Über die „harten“ Anforderungen hinaus gibt die PCI Interessengemeinschaft einige weitere Empfehlungen an Unternehmen, die Karteninhaberdaten verarbeiten. Darunter wird zum Beispiel empfohlen, Netzwerksegmentierung zu nutzen, also die Netzwerke, in denen Karteninhaberdaten verarbeitet werden, von anderen operativen Netzwerken zu trennen. WLAN sollte nur nach strenger Kosten-Nutzen-Abwägung zum Einsatz kommen. Und die Auslagerung von Kartentransaktionen an Drittanbieter wird als Option, gerade für kleinere Händler, ins Spiel gebracht – wobei diese Praxis den Händler nicht davon entbindet, den PCI DSS anzuwenden und durchzusetzen.
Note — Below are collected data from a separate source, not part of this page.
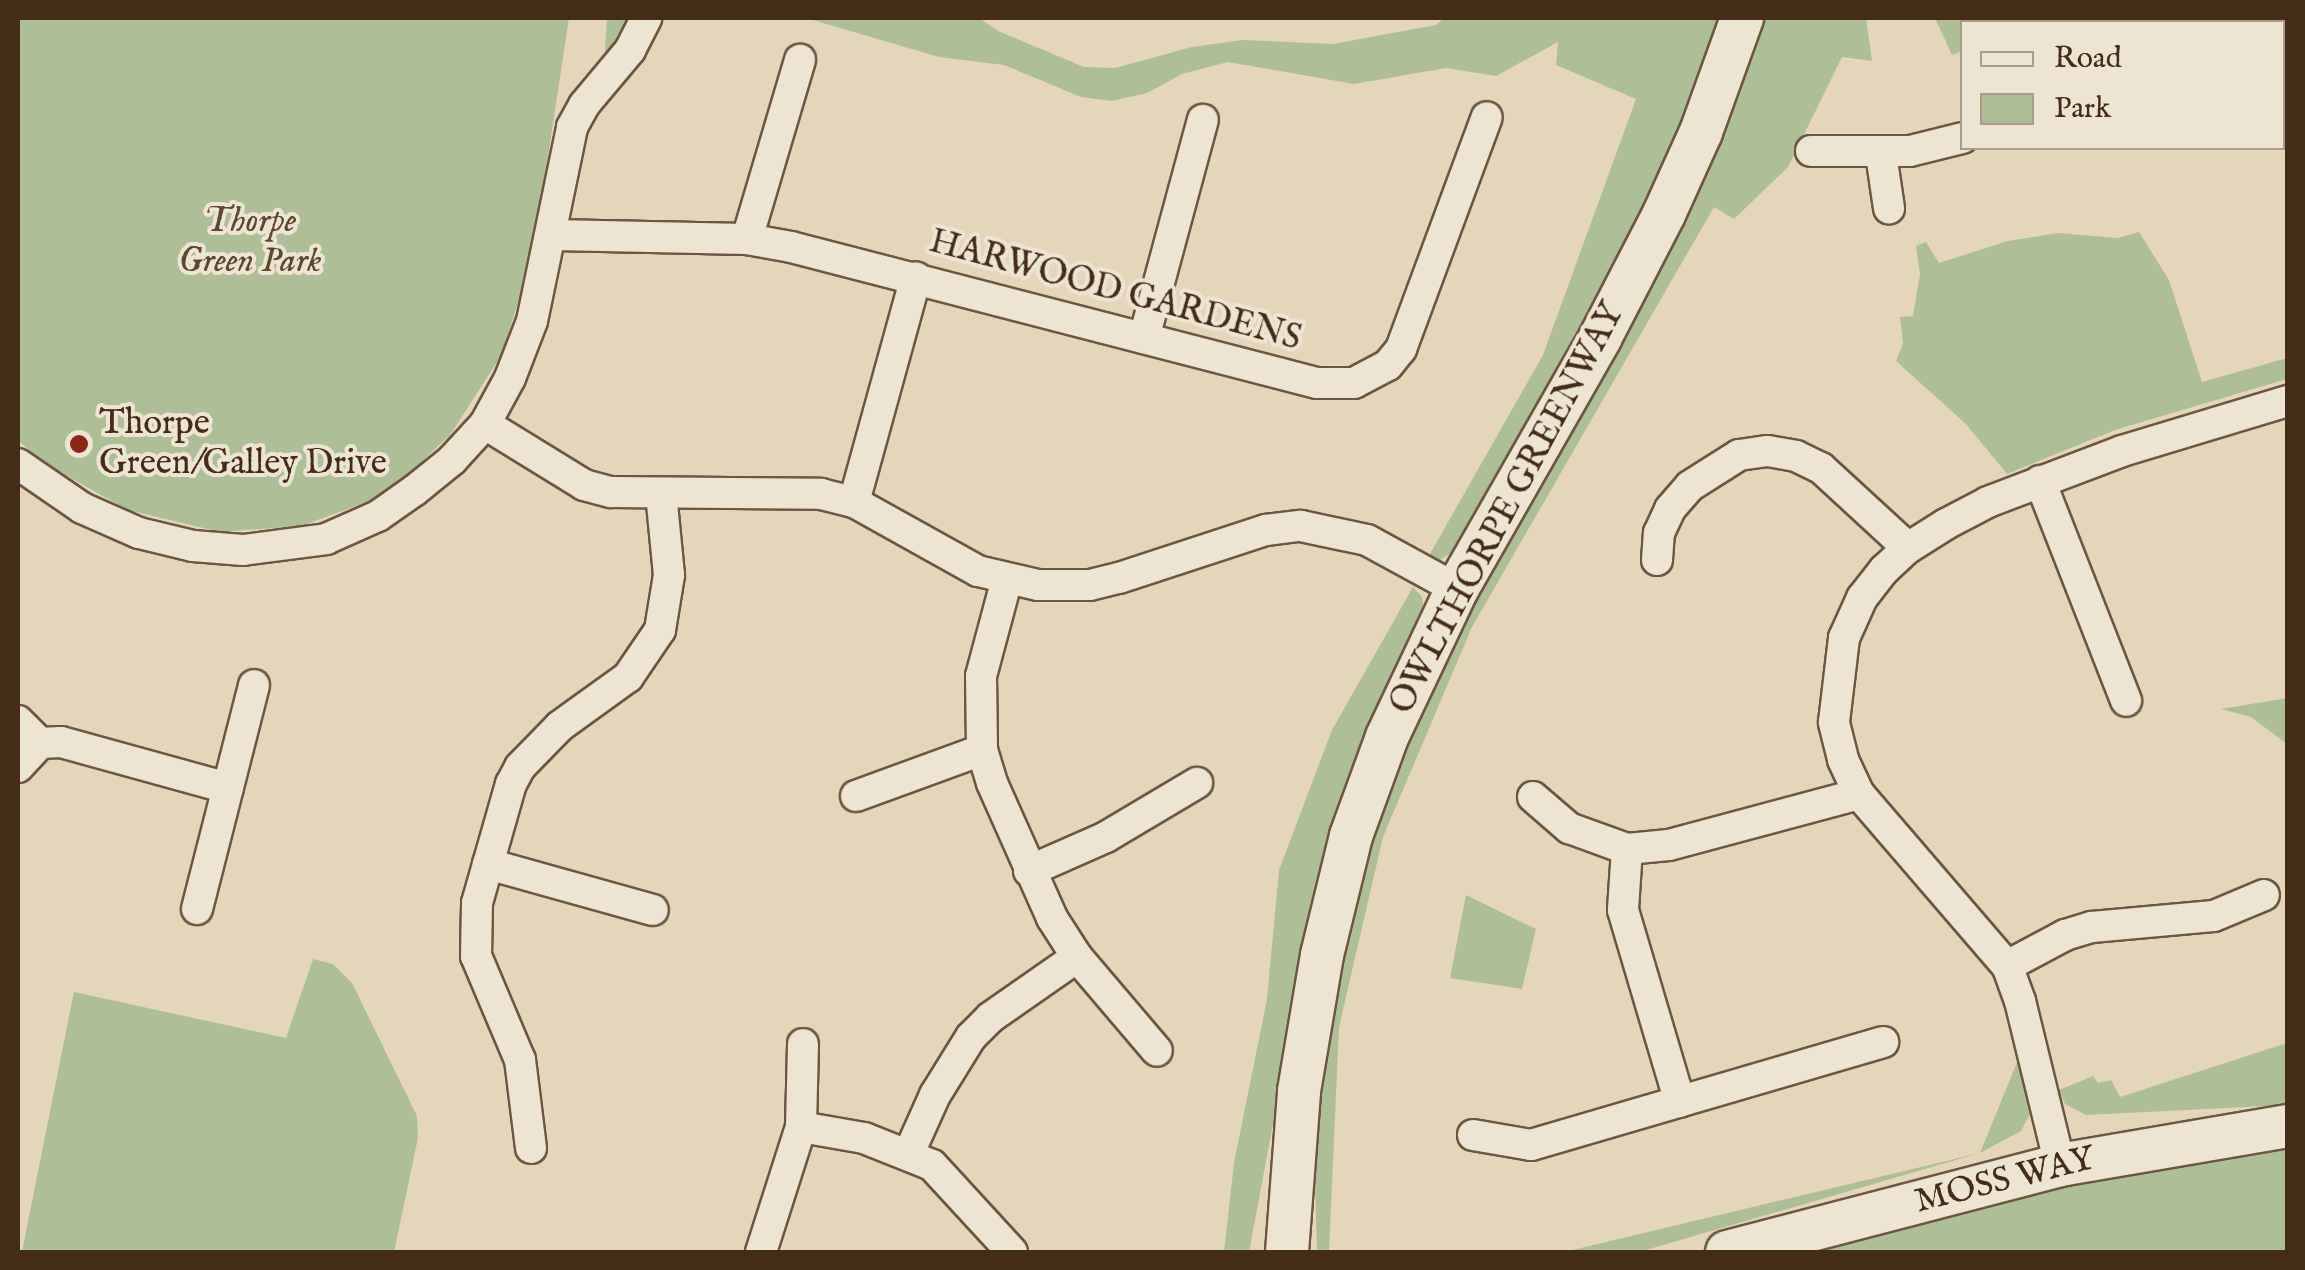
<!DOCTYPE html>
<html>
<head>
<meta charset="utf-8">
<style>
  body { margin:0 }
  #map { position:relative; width:2305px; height:1270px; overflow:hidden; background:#e5d6ba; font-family:"IM FELL English",serif }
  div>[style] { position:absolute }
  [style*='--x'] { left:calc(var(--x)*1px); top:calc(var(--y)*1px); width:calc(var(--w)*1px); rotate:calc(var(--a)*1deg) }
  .green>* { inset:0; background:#aebf95 }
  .roads { filter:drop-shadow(2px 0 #6d563f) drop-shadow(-2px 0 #6d563f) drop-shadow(0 2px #6d563f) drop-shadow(0 -2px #6d563f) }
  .street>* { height:30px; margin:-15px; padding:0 15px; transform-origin:15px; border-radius:15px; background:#eee4d2 }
  .secondary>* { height:42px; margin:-21px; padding:0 21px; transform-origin:21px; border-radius:21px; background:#eee4d2 }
  .dots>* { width:28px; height:28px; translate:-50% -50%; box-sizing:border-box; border:5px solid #eee4d2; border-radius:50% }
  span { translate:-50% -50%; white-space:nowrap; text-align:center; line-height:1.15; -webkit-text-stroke:8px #eee4d2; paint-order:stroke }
  .park-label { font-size:35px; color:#5a492f; font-style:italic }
  .street-label { font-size:35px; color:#452c16 }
  .poi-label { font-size:35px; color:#452c16 }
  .left { translate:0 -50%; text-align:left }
  .frame { position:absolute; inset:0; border:20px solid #452c16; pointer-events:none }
  .legend { position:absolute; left:1960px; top:20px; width:325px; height:130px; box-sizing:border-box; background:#eee4d2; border:2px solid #aa9a87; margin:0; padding:12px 18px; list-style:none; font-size:30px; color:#452c16 }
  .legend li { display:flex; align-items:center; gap:20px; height:50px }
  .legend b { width:50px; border:2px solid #aa9a87 }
</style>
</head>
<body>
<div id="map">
  <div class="green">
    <i style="clip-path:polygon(18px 18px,569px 18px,533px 255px,501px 356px,450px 435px,386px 495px,301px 526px,220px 532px,128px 510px,42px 462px,18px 440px)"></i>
    <i style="clip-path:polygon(607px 18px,628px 18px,619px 46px,605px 52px)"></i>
    <i style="clip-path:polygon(806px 18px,979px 18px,998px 31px,1084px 67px,1115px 68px,1192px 47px,1243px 40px,1333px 44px,1436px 25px,1444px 18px,1726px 18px,1677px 157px,1461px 546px,1440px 560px,1427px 559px,1543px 355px,1636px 99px,1556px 65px,1558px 42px,1496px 76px,1446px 68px,1354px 84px,1228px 62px,1182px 74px,1147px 93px,1112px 101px,1081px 97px,1004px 65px,939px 57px)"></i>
    <i style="clip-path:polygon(1760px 18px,1866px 18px,1872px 61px,1842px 57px,1788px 167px,1734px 219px,1714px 207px,1472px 627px,1383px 837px,1339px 1027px,1329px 1252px,1317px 1252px,1315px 1181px,1321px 1055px,1369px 826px,1410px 715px)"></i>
    <i style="clip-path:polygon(1935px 18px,1981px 18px,1982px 22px,1962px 22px,1962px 51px,1952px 55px)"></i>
    <i style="clip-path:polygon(2139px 232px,2169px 280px,2202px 382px,2287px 358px,2287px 379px,2115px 430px,2007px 474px,1966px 424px,1896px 361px,1903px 344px,1900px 317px,1913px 316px,1920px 274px,1916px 246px,1926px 242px,1939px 263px,2008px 241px,2058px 233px,2118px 238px)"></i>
    <i style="clip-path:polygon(1413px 587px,1422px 597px,1424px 615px,1315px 901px,1249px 1252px,1224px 1252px,1234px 1163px,1267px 999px,1279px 870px,1332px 730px)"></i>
    <i style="clip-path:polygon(2287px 698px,2287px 744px,2251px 717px,2221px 709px)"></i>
    <i style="clip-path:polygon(1466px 895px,1536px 929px,1522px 989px,1450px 978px)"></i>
    <i style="clip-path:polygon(313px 959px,333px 964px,352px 983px,417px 1116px,418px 1138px,394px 1252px,22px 1252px,74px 992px,286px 1038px)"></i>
    <i style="clip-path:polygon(2287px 1043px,2287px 1105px,2086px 1115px,2065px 1104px,2059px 1090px,2093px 1076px,2098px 1083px,2111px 1080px,2120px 1097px)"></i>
    <i style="clip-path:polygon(2020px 1055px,2033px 1100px,2029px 1116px,2021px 1131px,1980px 1153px,1639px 1252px,1564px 1252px,1980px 1153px)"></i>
    <i style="clip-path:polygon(2287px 1147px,2287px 1252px,1794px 1252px,2124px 1170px)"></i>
  </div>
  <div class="roads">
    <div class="street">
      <i style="--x:2282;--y:35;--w:6;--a:-18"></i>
      <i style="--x:1811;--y:151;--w:99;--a:0"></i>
      <i style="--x:1910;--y:151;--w:54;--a:-14"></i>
      <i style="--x:1881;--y:154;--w:55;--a:81.6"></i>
      <i style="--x:553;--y:235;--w:194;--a:1.2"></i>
      <i style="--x:747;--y:239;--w:45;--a:10.3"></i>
      <i style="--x:791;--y:247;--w:543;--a:14.5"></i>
      <i style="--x:1317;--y:383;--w:37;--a:0"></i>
      <i style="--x:1354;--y:383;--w:38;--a:-28"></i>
      <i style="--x:1388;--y:365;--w:21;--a:-51"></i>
      <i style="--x:1401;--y:349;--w:247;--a:-69.7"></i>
      <i style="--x:747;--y:239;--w:187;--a:-73.5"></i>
      <i style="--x:1144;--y:338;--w:226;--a:-74.9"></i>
      <i style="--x:485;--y:424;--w:116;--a:31.6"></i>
      <i style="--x:584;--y:485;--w:28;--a:15"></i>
      <i style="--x:611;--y:492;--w:210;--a:0.5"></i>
      <i style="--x:821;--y:494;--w:34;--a:14"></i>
      <i style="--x:854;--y:502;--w:142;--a:29.1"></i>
      <i style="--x:978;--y:571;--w:62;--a:13.1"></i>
      <i style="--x:1038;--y:585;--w:52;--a:0"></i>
      <i style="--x:1090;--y:585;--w:30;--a:-14"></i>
      <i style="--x:1119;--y:578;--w:155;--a:-18.1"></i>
      <i style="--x:1266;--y:530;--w:35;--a:-7"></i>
      <i style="--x:1301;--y:526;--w:67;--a:12"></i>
      <i style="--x:1367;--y:540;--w:102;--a:28.6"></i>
      <i style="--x:18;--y:464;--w:78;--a:34.5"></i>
      <i style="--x:82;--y:508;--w:62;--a:23.7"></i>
      <i style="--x:139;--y:533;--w:56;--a:13.5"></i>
      <i style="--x:193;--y:546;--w:50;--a:4.6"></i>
      <i style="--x:243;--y:550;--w:84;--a:-7.5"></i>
      <i style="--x:326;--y:539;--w:57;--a:-23.9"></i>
      <i style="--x:378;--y:516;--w:45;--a:-35.1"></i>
      <i style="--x:415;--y:490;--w:48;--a:-39"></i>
      <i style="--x:452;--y:460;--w:49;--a:-47.5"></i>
      <i style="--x:485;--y:424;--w:52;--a:-61.5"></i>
      <i style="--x:510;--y:378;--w:61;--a:-68.9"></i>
      <i style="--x:532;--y:321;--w:198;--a:-78.3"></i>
      <i style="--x:572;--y:127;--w:25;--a:-61"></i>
      <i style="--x:584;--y:105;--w:72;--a:-50.1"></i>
      <i style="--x:630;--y:50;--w:36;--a:-63"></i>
      <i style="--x:2040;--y:481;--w:236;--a:68.6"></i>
      <i style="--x:854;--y:502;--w:233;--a:-74.6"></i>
      <i style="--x:1657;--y:560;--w:27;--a:-86"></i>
      <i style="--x:1659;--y:533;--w:26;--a:-65"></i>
      <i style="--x:1670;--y:509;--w:30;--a:-49"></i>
      <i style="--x:1690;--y:486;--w:58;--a:-32.3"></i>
      <i style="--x:1739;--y:455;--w:29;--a:-8"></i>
      <i style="--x:1768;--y:451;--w:28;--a:10"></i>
      <i style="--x:1796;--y:456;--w:28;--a:26"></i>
      <i style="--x:1821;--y:468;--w:118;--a:42.6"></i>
      <i style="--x:1007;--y:579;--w:100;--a:105"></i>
      <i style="--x:981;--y:676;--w:74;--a:89.2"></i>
      <i style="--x:982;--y:750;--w:34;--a:73"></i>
      <i style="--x:992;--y:783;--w:148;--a:66"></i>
      <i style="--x:1052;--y:918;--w:46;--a:57.3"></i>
      <i style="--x:1077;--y:957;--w:123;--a:49.6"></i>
      <i style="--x:18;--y:721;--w:31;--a:45"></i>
      <i style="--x:18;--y:767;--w:33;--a:-47"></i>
      <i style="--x:40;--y:743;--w:21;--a:-3"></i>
      <i style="--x:61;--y:742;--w:173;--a:15.4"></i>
      <i style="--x:856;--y:796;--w:134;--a:-20.1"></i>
      <i style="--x:1533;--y:797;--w:48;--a:40.7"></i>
      <i style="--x:1569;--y:828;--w:62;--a:19.9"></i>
      <i style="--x:1627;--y:849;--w:42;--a:-5.4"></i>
      <i style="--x:1669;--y:845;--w:197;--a:-15"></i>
      <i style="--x:1627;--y:849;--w:61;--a:93.8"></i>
      <i style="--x:1623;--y:910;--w:200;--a:73.5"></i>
      <i style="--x:488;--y:864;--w:171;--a:15.6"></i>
      <i style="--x:1029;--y:871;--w:84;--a:-23.8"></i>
      <i style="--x:1106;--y:837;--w:106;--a:-30.7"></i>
      <i style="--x:197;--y:909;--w:231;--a:-75.7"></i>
      <i style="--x:2007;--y:966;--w:66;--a:-28.1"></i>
      <i style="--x:2065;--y:935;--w:28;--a:-17"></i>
      <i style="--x:2092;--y:927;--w:122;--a:-5.2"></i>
      <i style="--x:2214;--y:916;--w:54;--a:-22.8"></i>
      <i style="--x:801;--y:1127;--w:64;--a:9.9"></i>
      <i style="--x:864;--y:1138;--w:73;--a:21.7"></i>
      <i style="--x:932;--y:1165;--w:118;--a:47.4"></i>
      <i style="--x:1473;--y:1135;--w:59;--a:9.8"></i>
      <i style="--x:1531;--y:1145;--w:367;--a:-16.3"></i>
      <i style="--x:531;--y:1148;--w:89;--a:-97.1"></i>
      <i style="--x:520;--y:1060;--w:113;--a:-112.9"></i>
      <i style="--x:476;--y:956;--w:53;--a:-88.9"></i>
      <i style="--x:477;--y:903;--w:124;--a:-74.1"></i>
      <i style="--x:511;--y:784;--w:19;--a:-62"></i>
      <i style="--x:520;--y:767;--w:57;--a:-45.7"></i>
      <i style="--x:560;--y:726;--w:84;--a:-35.8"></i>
      <i style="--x:628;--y:677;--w:57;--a:-55.8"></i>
      <i style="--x:660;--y:630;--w:56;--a:-80.7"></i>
      <i style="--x:669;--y:575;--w:81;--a:-95.6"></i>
      <i style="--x:909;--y:1153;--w:64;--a:-65.9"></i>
      <i style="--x:935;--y:1095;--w:68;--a:-58.2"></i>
      <i style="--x:971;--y:1037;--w:28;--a:-45"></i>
      <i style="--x:991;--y:1017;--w:105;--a:-34.9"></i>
      <i style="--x:2060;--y:1165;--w:169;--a:-103.7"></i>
      <i style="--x:2020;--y:1001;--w:37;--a:-110"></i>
      <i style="--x:2007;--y:966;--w:227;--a:-130.7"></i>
      <i style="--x:1859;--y:794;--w:38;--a:-115"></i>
      <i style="--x:1843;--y:759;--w:38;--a:-104"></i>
      <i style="--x:1834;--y:722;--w:85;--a:-83.2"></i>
      <i style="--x:1844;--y:638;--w:44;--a:-65.8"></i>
      <i style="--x:1862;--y:598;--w:36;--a:-52"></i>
      <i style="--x:1884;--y:570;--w:33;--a:-43"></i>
      <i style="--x:1908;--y:548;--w:45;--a:-32.3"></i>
      <i style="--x:1946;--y:524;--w:47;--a:-27.6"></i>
      <i style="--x:1988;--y:502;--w:143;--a:-20.8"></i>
      <i style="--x:2122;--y:451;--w:173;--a:-16.8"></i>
      <i style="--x:761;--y:1252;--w:131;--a:-72.3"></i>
      <i style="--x:801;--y:1127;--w:83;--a:-88.6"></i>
    </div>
    <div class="secondary">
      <i style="--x:1287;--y:1252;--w:161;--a:-85.7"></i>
      <i style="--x:1299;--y:1091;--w:138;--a:-80.4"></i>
      <i style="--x:1322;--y:955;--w:122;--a:-76.3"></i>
      <i style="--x:1351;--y:836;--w:105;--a:-70"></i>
      <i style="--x:1387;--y:737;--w:164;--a:-64.7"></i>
      <i style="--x:1457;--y:589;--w:289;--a:-60.3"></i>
      <i style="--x:1600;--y:338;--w:140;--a:-62.7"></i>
      <i style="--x:1664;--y:214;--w:90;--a:-65.7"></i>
      <i style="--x:1701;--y:132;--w:121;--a:-70.2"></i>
      <i style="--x:1727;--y:1252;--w:344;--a:-14.6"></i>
      <i style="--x:2060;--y:1165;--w:231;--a:-9.7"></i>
    </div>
  </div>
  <div class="dots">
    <i style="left:79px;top:444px;background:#8f2418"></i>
  </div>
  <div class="park-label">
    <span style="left:250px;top:242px">Thorpe<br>Green Park</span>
  </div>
  <div class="street-label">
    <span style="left:1115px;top:291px;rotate:15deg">HARWOOD GARDENS</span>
    <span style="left:1508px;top:509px;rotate:-62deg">OWLTHORPE GREENWAY</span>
    <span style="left:2005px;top:1181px;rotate:-14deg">MOSS WAY</span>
  </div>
  <div class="poi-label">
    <span class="left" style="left:99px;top:444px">Thorpe<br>Green/Galley Drive</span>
  </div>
  <div class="frame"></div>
  <ul class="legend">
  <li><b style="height:12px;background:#eee4d2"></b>Road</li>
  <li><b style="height:28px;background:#aebf95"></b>Park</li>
  </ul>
</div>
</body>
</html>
Umsetzung des PCI-DSS: Wie moderne Netzwerktechnologien helfen
Dies klingt hochkompliziert, aufwendig und teuer. Und das wäre es auch, wenn man LANs und WANs herkömmlich, nämlich Hardware-orientiert, denkt, aufbaut und verwaltet. Dank moderner, cloudbasierter Technologien ist die Orchestrierung und Unterhaltung von Unternehmensnetzwerken jedoch simpler und kostengünstiger denn je, ohne Abstriche in puncto Sicherheit machen zu müssen. Konkret sprechen wir vom Software-definierten WAN (SD-WAN) sowie Software-definierten Perimetern (SD-Perimeter) auf Gerät- und Anwendungsebene. SD-WAN-Technologien erlauben es:
- Sichere LANs und WANs zu entwerfen, inklusive der Personen, Orte und Dinge darin, bis auf die Anwendungsebene;
- Diese WANs zu überwachen und, wenn notwendig, Maßnahmen zu ergreifen um etwa Verbindungen zu kappen, Netzwerke zu isolieren oder zu reparieren, unabhängig vom Ort, an dem sich das IT-Team befindet (gerade für sehr verteilt arbeitende Handelsunternehmen ein gewichtiges Kostenargument);
- Schnell auf sich verändernde IT-Infrastrukturen und Organisationsstrukturen zu reagieren.
Auch wir bieten mit unserem NetCloud Manager einen Netzwerk-Management-Service innerhalb unserer Cloud-Plattform. Für diesen Service durchlaufen wir jährlich den PCI DSS-Compliance-Prozess und können hier aus Erfahrung sprechen, wenn es darum geht Vorteile zu unterstreichen. Software-definierten Unternehmensnetzwerken gemein ist ein gewisser Automatisierungsgrad: SD-WANs optimieren und reparieren sich ein großes Stück weit selbst. Letztendlich führt kein Weg am software-definierten WAN vorbei, wenn CIOs den PCI DSS 3.2 technisch sauber und zu kalkulierbaren Kosten umsetzen wollen. Was bleibt ist die Sensibilisierung der Mitarbeiter. Das können SD-WANs noch nicht.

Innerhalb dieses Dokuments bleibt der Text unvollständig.